Given $K$ the splitting field of $x^4 - x^2 - 1$ over $\mathbb{Q}$, we want to determine all intermediate fields $L$, $\mathbb{Q} \subset L \subset K$ and determine which are Galois.

I've shown that this polynomial is irreducible over $\mathbb{Q}$ and that $K$ is $\mathbb{Q}\left(\sqrt{\frac{1 + \sqrt{5}}{2}}, \sqrt{\frac{\sqrt{5}-1} {2}}i\right)$. I also know that the Galois group of $f$ is isomorphic to $D_4$, so all of the intermediate fields have to be isomorphic to subgroups of $D_4$. Consequently the Galois extensions will be the fields $L$ that correspond to normal subgroups of $D_4$. My issue is that I'm struggling to determine the intermediate fields in a sensible manner. Any help would be much appreciated.

  • $\begingroup$ I am not sure that I agree with your $K$; I am pretty sure this is a real extension? Set $y = x^2$ then you get $y^2 - y - 1 = 0$ giving $y = \frac{1\pm\sqrt{5}}{2}$ which will then, upon taking the square root will give the roots... there is no $i$ $\endgroup$ Apr 12, 2016 at 20:42
  • $\begingroup$ I know that $\mathbb{Q}(\sqrt{\frac{1+\sqrt{5}}{2}})$ and $\mathbb{Q}(\sqrt{\frac{\sqrt{5}-1}{2}i})$ both are, as is $\mathbb{Q}(\sqrt{5})$. But there are 8 intermediate fields and this is only 3. $\endgroup$ Apr 12, 2016 at 20:45
  • $\begingroup$ the extension should be $K = \mathbb{Q}\left(\sqrt{\frac{1+\sqrt{5}}{2}}\right)$. Can you see what the intermediate fields are here? Also, why are you saying that the Galois group of each intermediate field will necessarily be $D_4$? The intermediate fields will have smaller degree and therefore a smaller Galois group. $\endgroup$ Apr 12, 2016 at 20:48
  • $\begingroup$ When you square root your $y$ though to get the values of $x$, you'll introduce an $i$ since $\sqrt{5} > 1$. $\endgroup$ Apr 12, 2016 at 20:49
  • $\begingroup$ Ah, right sorry... when you take the negative root you get an $i$. That's my fault. What intermediate fields have you determined? $\endgroup$ Apr 12, 2016 at 20:51

1 Answer 1


Let $\alpha=\sqrt{(1+\sqrt{5})/2}$ and $\beta=\sqrt{(-1+\sqrt{5})/2}i$. So the roots of $f(x)=x^4-x^2-1$ are $\pm \alpha$ and $\pm \beta$.

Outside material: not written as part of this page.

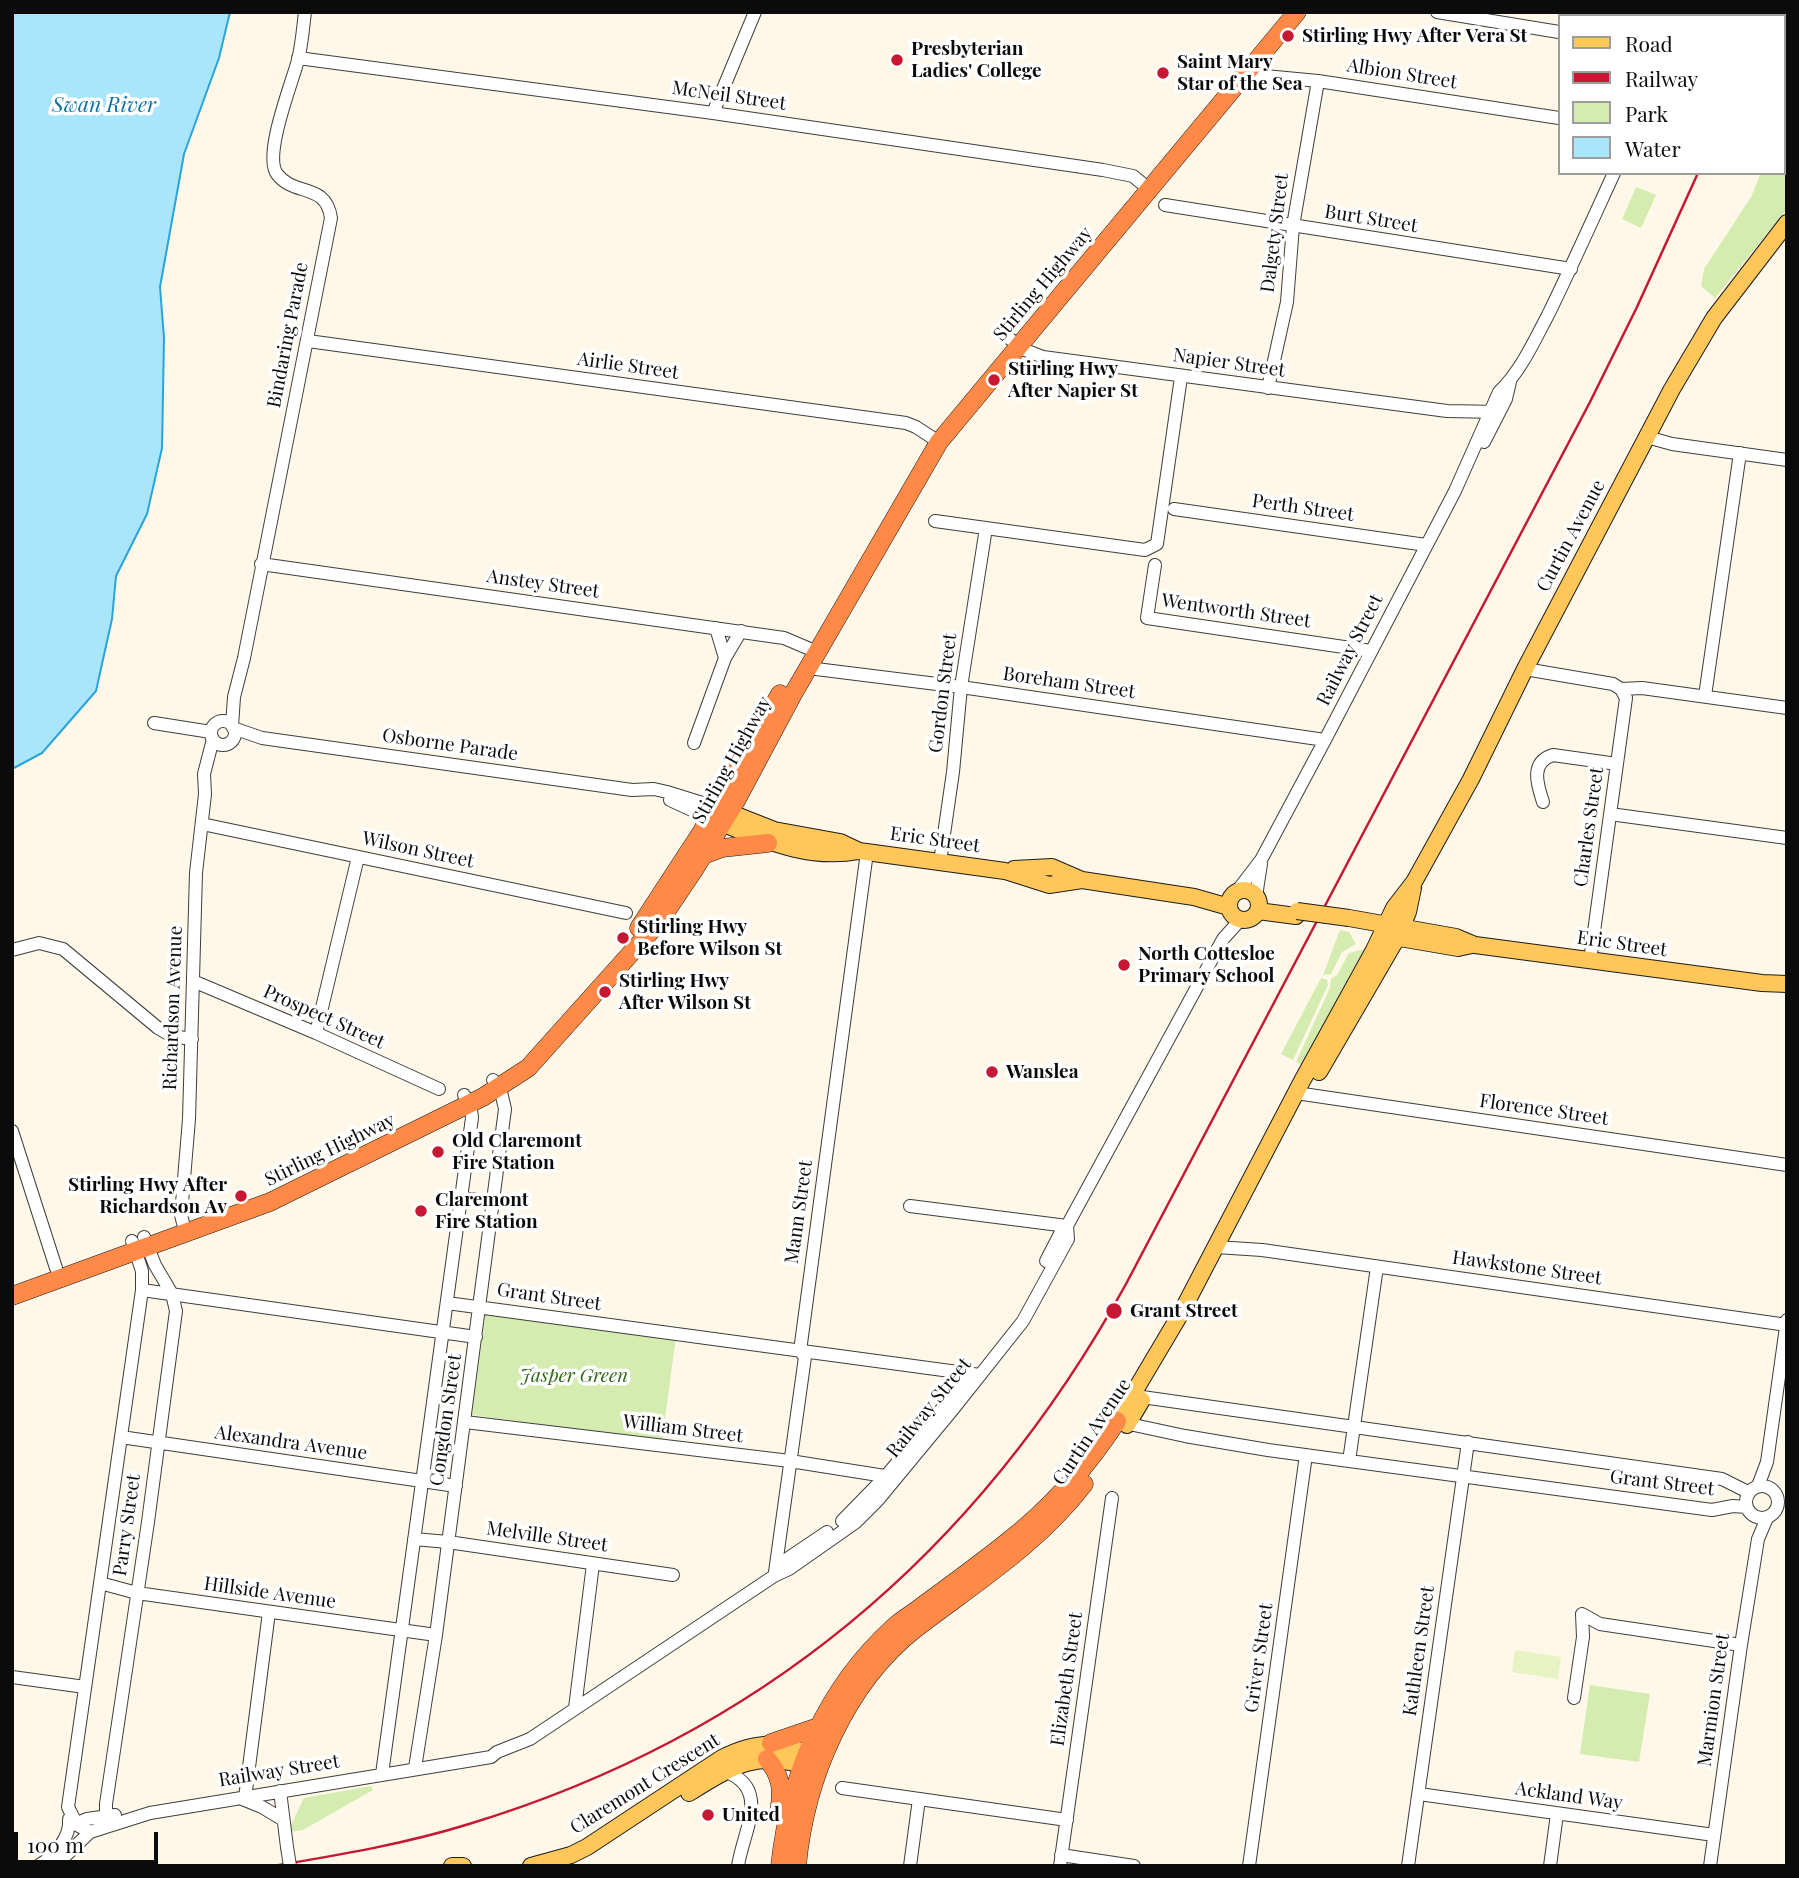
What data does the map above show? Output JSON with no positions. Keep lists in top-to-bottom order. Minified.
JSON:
{"streets":{"highway":["Stirling Highway","Curtin Avenue"],"main road":["Eric Street","Claremont Crescent"],"street":["Albion Street","McNeil Street","Burt Street","Dalgety Street","Bindaring Parade","Napier Street","Airlie Street","Perth Street","Anstey Street","Wentworth Street","Railway Street","Boreham Street","Gordon Street","Osborne Parade","Charles Street","Wilson Street","Richardson Avenue","Prospect Street","Florence Street","Mann Street","Hawkstone Street","Grant Street","Congdon Street","William Street","Alexandra Avenue","Parry Street","Melville Street","Hillside Avenue","Kathleen Street","Griver Street","Elizabeth Street","Marmion Street","Ackland Way"]},"crossings":[["Albion Street","Dalgety Street"],["Albion Street","Stirling Highway"],["McNeil Street","Stirling Highway"],["McNeil Street","Bindaring Parade"],["Burt Street","Dalgety Street"],["Burt Street","Railway Street"],["Dalgety Street","Napier Street"],["Stirling Highway","Napier Street"],["Stirling Highway","Airlie Street"],["Stirling Highway","Anstey Street"],["Stirling Highway","Boreham Street"],["Stirling Highway","Osborne Parade"],["Stirling Highway","Eric Street"],["Stirling Highway","Richardson Avenue"],["Stirling Highway","Congdon Street"],["Stirling Highway","Parry Street"],["Bindaring Parade","Airlie Street"],["Bindaring Parade","Anstey Street"],["Bindaring Parade","Osborne Parade"],["Bindaring Parade","Richardson Avenue"],["Napier Street","Railway Street"],["Perth Street","Railway Street"],["Curtin Avenue","Eric Street"],["Curtin Avenue","Florence Street"],["Curtin Avenue","Hawkstone Street"],["Curtin Avenue","Grant Street"],["Curtin Avenue","Claremont Crescent"],["Anstey Street","Boreham Street"],["Wentworth Street","Railway Street"],["Railway Street","Boreham Street"],["Railway Street","Eric Street"],["Railway Street","Mann Street"],["Railway Street","Grant Street"],["Railway Street","Congdon Street"],["Railway Street","William Street"],["Railway Street","Parry Street"],["Boreham Street","Gordon Street"],["Gordon Street","Eric Street"],["Osborne Parade","Eric Street"],["Osborne Parade","Richardson Avenue"],["Charles Street","Eric Street"],["Eric Street","Mann Street"],["Wilson Street","Richardson Avenue"],["Richardson Avenue","Prospect Street"],["Mann Street","Grant Street"],["Mann Street","William Street"],["Grant Street","Congdon Street"],["Grant Street","Kathleen Street"],["Grant Street","Griver Street"],["Grant Street","Marmion Street"],["Congdon Street","William Street"],["Congdon Street","Alexandra Avenue"],["Congdon Street","Melville Street"],["Congdon Street","Hillside Avenue"],["Alexandra Avenue","Parry Street"],["Parry Street","Hillside Avenue"],["Kathleen Street","Ackland Way"],["Marmion Street","Ackland Way"]],"water":["Swan River"],"parks":["Jasper Green"],"places":["Stirling Hwy After Vera St","Presbyterian Ladies' College","Saint Mary Star of the Sea","Stirling Hwy After Napier St","Stirling Hwy Before Wilson St","North Cottesloe Primary School","Stirling Hwy After Wilson St","Wanslea","Old Claremont Fire Station","Stirling Hwy After Richardson Av","Claremont Fire Station","Grant Street","United"],"legend":["Road","Railway","Park","Water"],"scale_bar":"100 m"}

You might want to start a building project. Build a few towers: $\mathbb{Q} \subseteq \mathbb{Q}(\sqrt{5}) \subseteq \mathbb{Q}(\alpha) \subseteq \mathbb{Q}(\alpha,i)$. You also have a tower $\mathbb{Q} \subseteq \mathbb{Q}(i) \subseteq \mathbb{Q}(i,\sqrt{5}) \subseteq \mathbb{Q}(\alpha,i)$. You can also build a tower by first adjoining $\sqrt{5}i$.

Recall that if $D_4 = \{1,r,r^2,r^3,s,rs,r^2s,r^3s\}$, then the subgroups are $D_4$, $\{1,r,r^2,r^3\}$, $\{1,r^2,s,r^2s\}$, $\{1,r^2,rs,r^3s\}$, $\{1,r^2\}$, $\{1,s\}$, $\{1,rs\}$, $\{1,r^2s\}$, $\{1,r^3s\}$, and $\{1\}$.

Notice that you can identify several of these already ($\mathbb{Q}(i,\sqrt{5})$ has the Klein 4-group as a Galois group. The degree of $\mathbb{Q}(\alpha,i)$ over $\mathbb{Q}(i,\sqrt{5})$ is 2 so this subfield is fixed by one of the subgroups of order 2. It's a splitting field of $(x^2+1)(x^2-5)$ so it is Galois itself, thus it's fixed by $\{1,r^2\}$ (the only normal subgroup of order 2).

You should be able to fill in most everything else by using the lattice correspondence and intersecting/joining subfields.

I hope this helps you get started. :)

EDIT: Now that you've had time to fight with your example for a while. I should note that this exact splitting field is dealt with in Keith Conrad's blurb/handout Galois correspondence examples. Specifically it's pages 7-10 (example #5).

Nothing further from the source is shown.